== DATA SHOWN
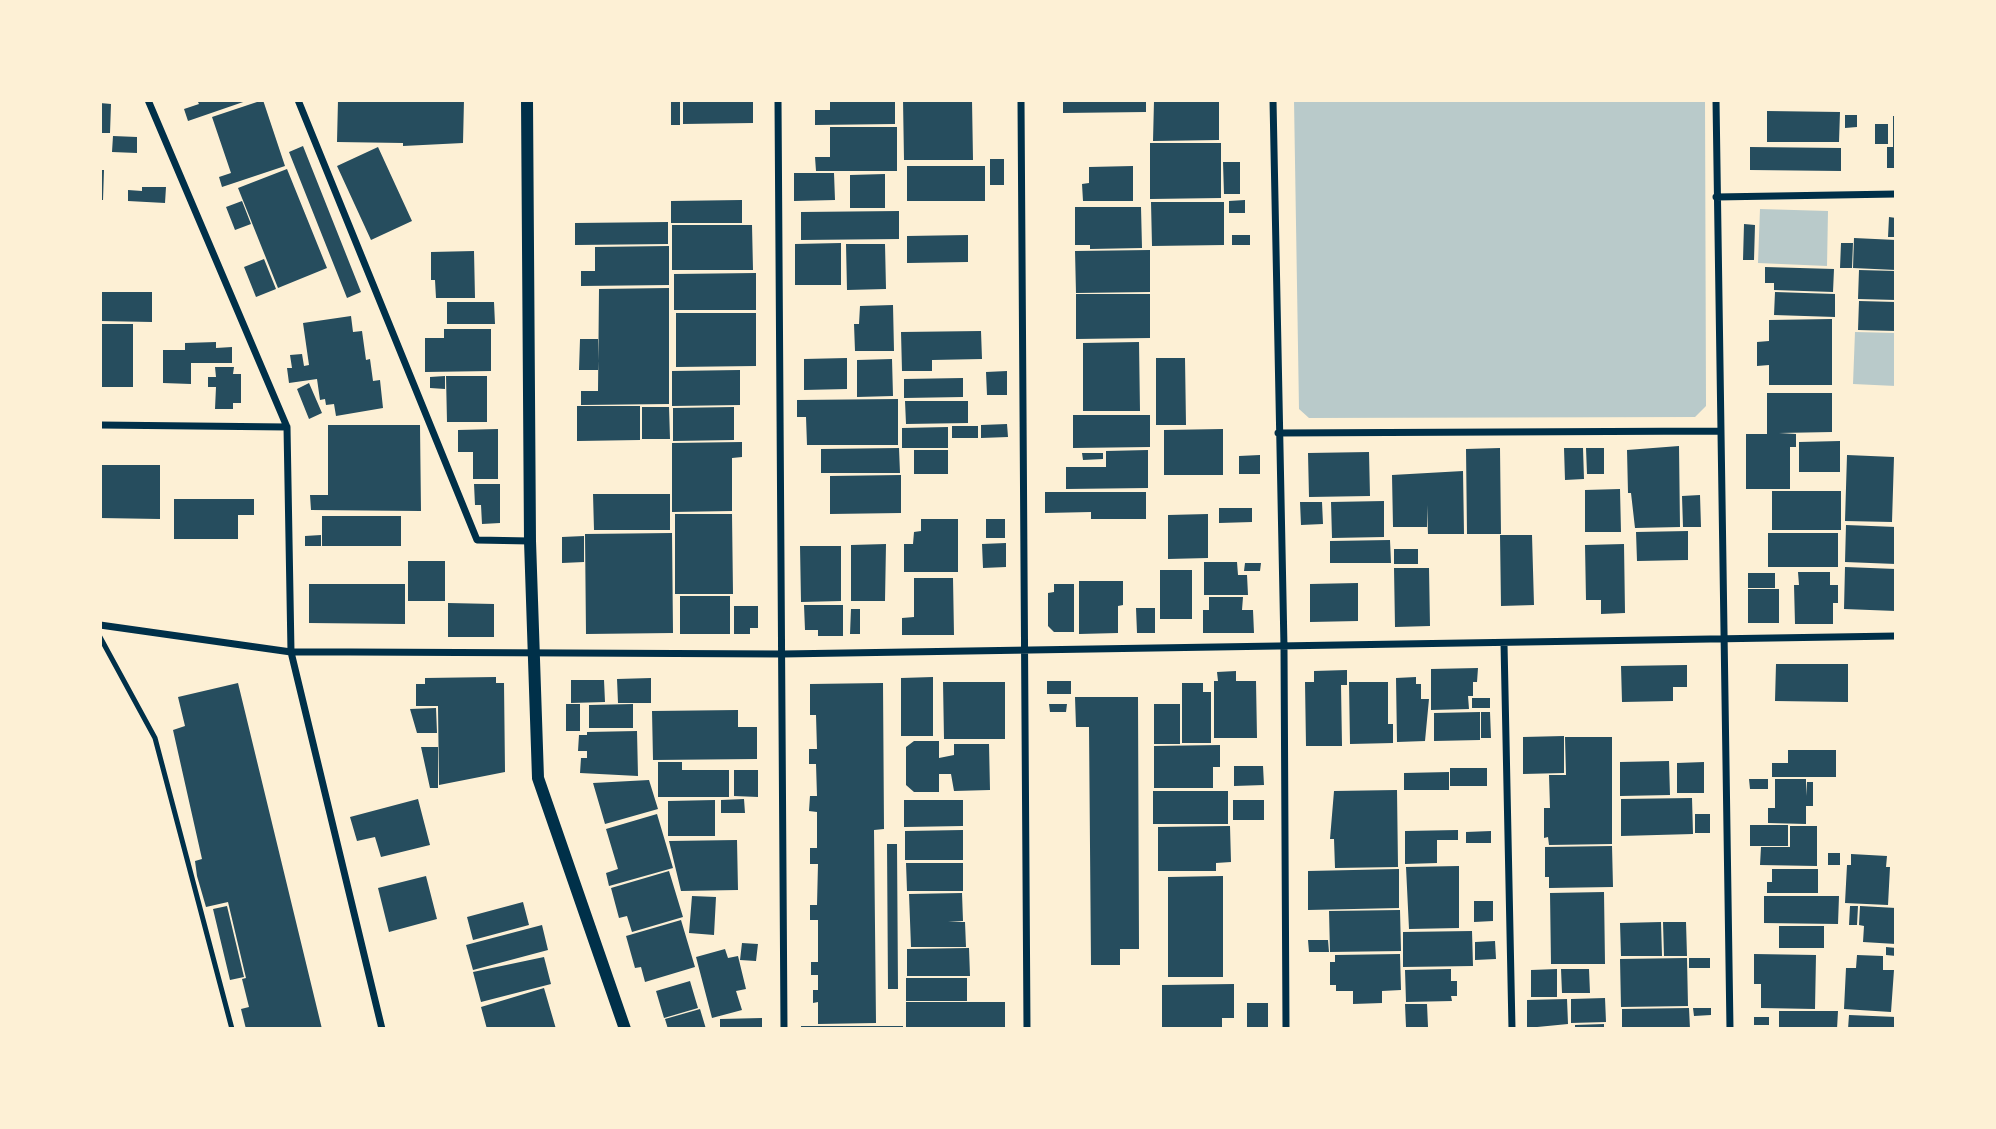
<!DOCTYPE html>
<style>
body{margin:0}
#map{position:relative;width:1996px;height:1129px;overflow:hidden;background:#fdf0d5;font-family:"Work Sans",sans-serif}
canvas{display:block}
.frame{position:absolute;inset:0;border:102px solid #fdf0d5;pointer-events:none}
</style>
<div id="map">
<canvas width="1996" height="1129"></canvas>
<div class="frame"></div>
</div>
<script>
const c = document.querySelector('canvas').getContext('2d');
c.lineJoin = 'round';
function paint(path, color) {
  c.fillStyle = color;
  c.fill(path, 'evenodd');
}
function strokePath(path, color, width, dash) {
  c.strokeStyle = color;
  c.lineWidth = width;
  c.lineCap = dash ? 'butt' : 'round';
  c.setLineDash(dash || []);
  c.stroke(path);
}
const green = new Path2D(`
 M1294,100H1705L1706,406L1695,417L1309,418L1299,409Z
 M1760,209L1828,211L1827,266L1758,263Z
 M1855,332L1896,333V386L1853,384Z`);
const building = new Path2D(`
 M197,100H249L188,121L184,109L199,104Z
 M263,100L285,166L222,187L219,177L231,173L212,117Z
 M338,100H464L463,143L403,146V143L337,142Z
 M753,100V123L683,124V101Z
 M830,100H895V124L815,125V110H830Z
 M903,100H972L973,160H904Z
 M1063,100H1146V112L1063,113Z
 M1154,101H1219V140L1153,141Z
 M671,102H680V125H671Z
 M100,103L111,104L110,133H100Z
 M1767,111L1840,112L1839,142H1767Z
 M1845,115H1857V127L1845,128Z
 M1893,116H1896V168H1887V147H1893Z
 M1875,124H1888V144H1875Z
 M830,127H897V171H816L815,157H830Z
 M113,136L137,137V153L112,152Z
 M1150,143H1221V198L1150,199Z
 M303,146L361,292L347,298L289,152Z
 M378,147L412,221L371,240L337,166Z
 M1750,147L1841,148V171L1750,170Z
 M990,159H1004V185H990Z
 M1223,162H1240V194H1224Z
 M907,166H985V201H907Z
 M1133,166V201H1083L1082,184L1089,183V167Z
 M287,169L327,268L278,288L238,188Z
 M100,170H104L103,200H100Z
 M794,173H834L835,200L794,201Z
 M885,174V208H850V175Z
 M142,187H166L165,203L128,201V190L142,191Z
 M742,200V223H671V201Z
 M1245,200V213H1229V201Z
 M242,201L251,224L235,230L226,207Z
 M1151,202H1224V245L1152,246Z
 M1075,207H1141L1142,248L1090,249V245H1075Z
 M899,211V239L801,240V212Z
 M1889,217L1896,218V237H1888Z
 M668,222V244L575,245V223Z
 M1744,224L1755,225L1754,260H1743Z
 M672,225H752L753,270H672Z
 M968,235V262L907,263V236Z
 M1232,235H1250V245H1232Z
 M1854,238L1896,240V270L1853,268Z
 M841,243V285H795V244Z
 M1841,243H1853L1852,268H1840Z
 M846,244H885L886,289L847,290Z
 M669,246V285L581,286V271H595V247Z
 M1150,250V292L1076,293L1075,251Z
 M474,251L475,298H436L435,280H431V252Z
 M264,259L276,289L256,297L244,267Z
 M1765,267L1834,269L1833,292L1774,290V283H1765Z
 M1859,270L1896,271V300L1858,299Z
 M756,273V310H674V274Z
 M669,288V404L581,405V391H598L599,289Z
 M100,292H152V322L100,321Z
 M1775,292L1835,294V317L1774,315Z
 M1076,294H1150V338L1076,339Z
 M1859,301L1896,302V331L1858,330Z
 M447,302H494L495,324H447Z
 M893,305L894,351H855L854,324H859L860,306Z
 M676,313H756V366L676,367Z
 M351,316L353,332L362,331L366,360L370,359L373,381L380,380L383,408L336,416L334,404L326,405L325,399L320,400L317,379L289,383L287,368H292L290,355L302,354L304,366L309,365L303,323Z
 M1832,319V385H1769V365L1757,366V342L1769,341V320Z
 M101,324H133V387H100Z
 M444,329H491V371L425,372V338H444Z
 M981,331L982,359L932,360V371H902L901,332Z
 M580,339H599L598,370H579Z
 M216,342V348L232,347V363H191V384L163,383V350H185V343Z
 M1139,342L1140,411H1083V343Z
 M847,358V389L804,390V359Z
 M1156,358H1185L1186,425H1156Z
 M892,359L893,396L857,397V360Z
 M215,367H234L233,374H241V403H233V409H215L216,387H208V377H216Z
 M740,370V405L672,406V371Z
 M1007,371V395H987L986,372Z
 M445,376V389L430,388V377Z
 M446,376H487V422H447Z
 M963,378V397L904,398V379Z
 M309,383L322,413L309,419L297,389Z
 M1767,393H1832V432L1779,433L1796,434V447H1790V489H1746V434H1767Z
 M898,399V445H807L806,417H797V400Z
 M905,401H968V423L906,424Z
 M577,406H640V440L577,441Z
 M642,407H669L670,439H642Z
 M734,407V440L673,441V408Z
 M1073,415H1150V447L1073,448Z
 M1007,424L1008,437L981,438V425Z
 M328,425H420L421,511L311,510L310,495H328Z
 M952,426H978V438H952Z
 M948,427V448H902V428Z
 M498,429V479H473V452H458V430Z
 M1223,429V475H1164V430Z
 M1840,441V472H1799V442Z
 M742,442V457L732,458V511L672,512V443Z
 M1679,446L1680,527L1635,528L1631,493H1628L1627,450Z
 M899,448L900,473H821V449Z
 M1500,448L1501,534H1467L1466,449Z
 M1564,448H1583L1584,479L1565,480Z
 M1586,448H1604V474H1587Z
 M914,450H948V474H914Z
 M1148,450V488L1066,489V467H1106V451Z
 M1369,452L1370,496L1309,497L1308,453Z
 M1082,453H1103V459L1083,460Z
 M1260,455V474H1239V456Z
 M1847,455L1894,457L1892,522L1845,521Z
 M100,465H160V519L100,518Z
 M1463,471L1464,534H1428L1427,505V527H1393L1392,475Z
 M901,475V513L830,514V476Z
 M474,484H500V523L482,524L481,505H475Z
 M1620,489L1621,532H1585V490Z
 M1772,491H1841V530H1772Z
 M1045,492H1146V519H1091V512L1045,513Z
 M593,494H670V530H594Z
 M1700,495L1701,527H1683L1682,496Z
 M174,499H254V515H238V539H174Z
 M1384,501V537L1332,538L1331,502Z
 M1300,502H1322L1323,524L1301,525Z
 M1219,508H1252V522L1219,523Z
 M675,514H732L733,594H675Z
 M1208,514V558L1168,559V515Z
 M322,516H401V546H322Z
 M921,519H958V572H904V544H913L914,532L921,531Z
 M986,519H1005V538H986Z
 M1846,525L1896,527V564L1845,562Z
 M1688,531V560L1637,561L1636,532Z
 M672,533L673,633L586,634L585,534Z
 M1768,533H1838V567H1768Z
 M321,535V546H305V536Z
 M1500,535H1532L1534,605L1501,606Z
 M584,536V562L562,563V537Z
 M1390,540L1391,563H1330V541Z
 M1006,543V567L983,568L982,544Z
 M886,544L885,601H851V545Z
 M1624,544L1625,613L1601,614V600H1586L1585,545Z
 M800,546H841V601L801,602Z
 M1394,549H1418V564H1394Z
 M408,561H445V601H408Z
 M1204,562H1237L1238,575H1247L1248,595H1204Z
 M1245,563H1261L1260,571H1244Z
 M1845,567L1896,569V611L1844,609Z
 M1394,568H1429L1430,626L1395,627Z
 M1160,570H1192V619H1160Z
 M1798,572H1830V585H1838V603H1833V624H1795L1794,585H1799Z
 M1748,573H1775V588H1748Z
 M914,578H953L954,635H902V618L914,617Z
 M1079,581H1123V605L1118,606V633L1079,634Z
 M1358,583V621L1310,622V584Z
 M309,584H405V624L309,623Z
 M1054,584H1074V632H1054L1048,626V593L1054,592Z
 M1748,589H1779V623H1748Z
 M680,596H730V634H680Z
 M1209,597H1243L1242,610H1253L1254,633H1203V610H1209Z
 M448,603L494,604V637H448Z
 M804,605H843V636H818V630H805Z
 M734,606H758V628H750V634H734Z
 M1136,608H1155V633H1137Z
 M851,609H860V634H850Z
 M1776,664H1848V702L1775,701Z
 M1687,665V687H1673V701L1622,702L1621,666Z
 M1478,668L1477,682H1473V696H1468L1469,709L1431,710V669Z
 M1347,670V685H1341L1342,746H1306L1305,682H1314V671Z
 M1236,671V681H1256L1257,738H1214V681H1218L1217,672Z
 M496,677V683H504L505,772L439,785L438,706H416V684H425V678Z
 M933,677V736H901V678Z
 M1416,677V684H1421V699H1429L1425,741L1397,742L1396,678Z
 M651,678V703H618L617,679Z
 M571,680H604L605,702L571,703Z
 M1047,681H1071V694H1047Z
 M943,682H1005V739H944Z
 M1349,682H1388V724H1393V743L1350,744Z
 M238,683L322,1029H246L241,1009L249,1007L242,979L246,978L228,902L206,907L197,876L195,861L202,859L173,730L185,726L178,697Z
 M883,683L884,829L874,830L876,1023L818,1024V1002L813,1003V990H818V975H811V962H818V920H810V905H817L818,864H810V848H817V812L809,811L810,796H817L816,764H809V749H817L816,715H810V684Z
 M1182,683H1203V692H1211V743H1182Z
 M1075,697H1138L1139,949H1120V965H1091L1089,727H1076Z
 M1472,698H1490V708H1472Z
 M566,704H580V731H566Z
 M633,704V728H589V705Z
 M1049,704H1067L1066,712H1050Z
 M1154,704H1180V744H1154Z
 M436,708L437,733H417L410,709Z
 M738,710V727H757V759L653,760L652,711Z
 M1480,712V740L1434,741V713Z
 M1481,712H1490L1491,738H1481Z
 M637,731L638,776L580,773L581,758H587V751H578L579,735H587V732Z
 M1564,736V773L1523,774V737Z
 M1565,737H1612V844L1549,845L1548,837L1544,838V808H1550L1549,775H1566Z
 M914,741H939V758L954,755V744H989L990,790L954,791L951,774H939V792H914L906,785V747Z
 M1220,745V767H1213V788H1154V746Z
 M421,747H438V788H430Z
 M1788,750H1836V777H1772V763H1788Z
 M1669,761L1670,795L1620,796V762Z
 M658,762H682V770H729V797H658Z
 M1704,762V793H1677V763Z
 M1234,766H1263L1264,785L1234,786Z
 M1450,768H1487V786H1450Z
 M734,770H758V797L734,796Z
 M1449,772V790H1404V773Z
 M1749,779H1768V789H1750Z
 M1775,779H1806V796L1807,782H1813V806H1806V824L1768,823V808H1775Z
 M649,780L658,809L605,824L593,783Z
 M1397,790L1398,867L1335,868L1334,839H1330L1334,791Z
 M1153,791H1228V824H1153Z
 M1692,798L1693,834L1621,836V799Z
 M418,799L430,845L381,857L375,837L357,841L350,817Z
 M744,799L745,813H721V800Z
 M715,800V836H668V801Z
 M904,800H963V826L904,827Z
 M1233,800H1264V820H1233Z
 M657,814L673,868L609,886L606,873L618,869L606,829Z
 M1695,814H1710V833H1695Z
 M1750,825H1788V846H1750Z
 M1230,826L1231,862L1216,863V871H1158V827Z
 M1790,826H1817V866L1760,865L1761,847H1790Z
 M963,830V860H905V831Z
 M1458,830V840H1437V863L1405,864V831Z
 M1491,831V843H1466V832Z
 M737,840L738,890L681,891L669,841Z
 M887,844H897L898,989H888Z
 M1612,846L1613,887L1549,888V877H1545V847Z
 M1828,853H1840V865H1828Z
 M1851,854L1887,856L1886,867H1890L1888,905L1845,903L1847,865H1851Z
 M906,863H963V891H907Z
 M1459,866V928L1409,929L1406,867Z
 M1399,869V908L1308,910V871Z
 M1772,869H1818V893H1767V882H1772Z
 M669,871L683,917L632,932L627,916L619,918L611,888Z
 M426,876L437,919L389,932L378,888Z
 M1223,876V977H1168V877Z
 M1604,892L1605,964H1551L1550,893Z
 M962,893L963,921L948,922H965L966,947H911L909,894Z
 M692,896L716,897L714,935L689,933Z
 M1764,896H1839L1838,924L1764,923Z
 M1474,901H1493V921L1474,922Z
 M523,902L529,925L473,940L467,917Z
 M227,906L244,977L230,980L213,909Z
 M1850,906H1858L1857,925H1849Z
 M1860,906L1896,908V944L1863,942L1864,926L1859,925Z
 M1400,910L1401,951L1330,952L1329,911Z
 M681,920L695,967L645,982L641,967L635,968L626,936Z
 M1661,922L1662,956H1621L1620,923Z
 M1663,922H1686L1687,956H1664Z
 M542,925L548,950L473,970L466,945Z
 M1779,926H1824V948H1779Z
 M1472,931L1473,966L1403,967V932Z
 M1308,940H1328L1329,952H1309Z
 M1495,941L1496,959L1475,960V942Z
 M742,943L758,944L756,961L740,960Z
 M1886,947L1896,948V956L1886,955Z
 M969,948L970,976H907V949Z
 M725,949L728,958L738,956L746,989L736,991L742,1010L712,1018L696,957Z
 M1400,954L1401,990L1382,991V1003L1353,1004V991H1336V985H1330V962H1335V955Z
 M1754,954L1816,955L1815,1009L1761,1008V984H1754Z
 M1857,955L1883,956V970H1894L1891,1012L1844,1009L1846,968H1856Z
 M544,957L551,984L481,1002L473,972Z
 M1687,958L1688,1006L1621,1007L1620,959Z
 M1689,958H1710V968H1689Z
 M1451,969V981H1457V996H1451L1452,1001L1406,1002L1405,970Z
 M1557,969V997H1531V970Z
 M1561,969H1589L1590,993H1562Z
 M906,978H967V1001H906Z
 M690,981L698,1008L664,1018L656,991Z
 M1234,984V1018H1222V1029H1162V985Z
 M544,988L556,1029H487L481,1007Z
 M1605,998L1606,1022L1571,1023V999Z
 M1567,999L1568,1024L1527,1028V1000Z
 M906,1002H1005V1029H906Z
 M1247,1003H1268V1029H1247Z
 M1405,1004H1427L1428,1027H1406Z
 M1689,1008L1690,1029H1622V1009Z
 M1693,1008H1711V1015L1694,1016Z
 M700,1009L706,1029H668L665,1019Z
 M1779,1011H1838L1837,1029H1779Z
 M1849,1015L1896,1017V1029H1848Z
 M1754,1017H1769V1025H1754Z
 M762,1018V1029H720V1019Z
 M1604,1024V1029H1575V1025Z
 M801,1026H903V1029H801Z`);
const service = new Path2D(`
 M100,637L155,738L232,1029`);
const minor = new Path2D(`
 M148,100L287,427L291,652L382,1029
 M298,100L477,540L530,541
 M778,100L784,1029
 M1021,100L1027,1029
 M1273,100L1284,647L1286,1029
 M1716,100L1730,1029
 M1716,197L1896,194
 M100,425L287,427
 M1278,433L1719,431
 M100,625L291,652H350L783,654L1896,636
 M1504,643L1512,1029`);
const tertiary = new Path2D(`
 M527,100L530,541L538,778L625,1029`);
paint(green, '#b9caca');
paint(building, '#264d5e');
strokePath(service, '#003049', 5);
strokePath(minor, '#003049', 7);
strokePath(tertiary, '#003049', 12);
</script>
====
# WHAT THE EXERCISE ASKS
Please reproduce, exactly as they appear above, the lines from the line containing "M1154,101H1219V140L1153,141Z" up to and including the line containing "M676,313H756V366L676,367Z".

# EXERCISE RESPONSE
 M1154,101H1219V140L1153,141Z
 M671,102H680V125H671Z
 M100,103L111,104L110,133H100Z
 M1767,111L1840,112L1839,142H1767Z
 M1845,115H1857V127L1845,128Z
 M1893,116H1896V168H1887V147H1893Z
 M1875,124H1888V144H1875Z
 M830,127H897V171H816L815,157H830Z
 M113,136L137,137V153L112,152Z
 M1150,143H1221V198L1150,199Z
 M303,146L361,292L347,298L289,152Z
 M378,147L412,221L371,240L337,166Z
 M1750,147L1841,148V171L1750,170Z
 M990,159H1004V185H990Z
 M1223,162H1240V194H1224Z
 M907,166H985V201H907Z
 M1133,166V201H1083L1082,184L1089,183V167Z
 M287,169L327,268L278,288L238,188Z
 M100,170H104L103,200H100Z
 M794,173H834L835,200L794,201Z
 M885,174V208H850V175Z
 M142,187H166L165,203L128,201V190L142,191Z
 M742,200V223H671V201Z
 M1245,200V213H1229V201Z
 M242,201L251,224L235,230L226,207Z
 M1151,202H1224V245L1152,246Z
 M1075,207H1141L1142,248L1090,249V245H1075Z
 M899,211V239L801,240V212Z
 M1889,217L1896,218V237H1888Z
 M668,222V244L575,245V223Z
 M1744,224L1755,225L1754,260H1743Z
 M672,225H752L753,270H672Z
 M968,235V262L907,263V236Z
 M1232,235H1250V245H1232Z
 M1854,238L1896,240V270L1853,268Z
 M841,243V285H795V244Z
 M1841,243H1853L1852,268H1840Z
 M846,244H885L886,289L847,290Z
 M669,246V285L581,286V271H595V247Z
 M1150,250V292L1076,293L1075,251Z
 M474,251L475,298H436L435,280H431V252Z
 M264,259L276,289L256,297L244,267Z
 M1765,267L1834,269L1833,292L1774,290V283H1765Z
 M1859,270L1896,271V300L1858,299Z
 M756,273V310H674V274Z
 M669,288V404L581,405V391H598L599,289Z
 M100,292H152V322L100,321Z
 M1775,292L1835,294V317L1774,315Z
 M1076,294H1150V338L1076,339Z
 M1859,301L1896,302V331L1858,330Z
 M447,302H494L495,324H447Z
 M893,305L894,351H855L854,324H859L860,306Z
 M676,313H756V366L676,367Z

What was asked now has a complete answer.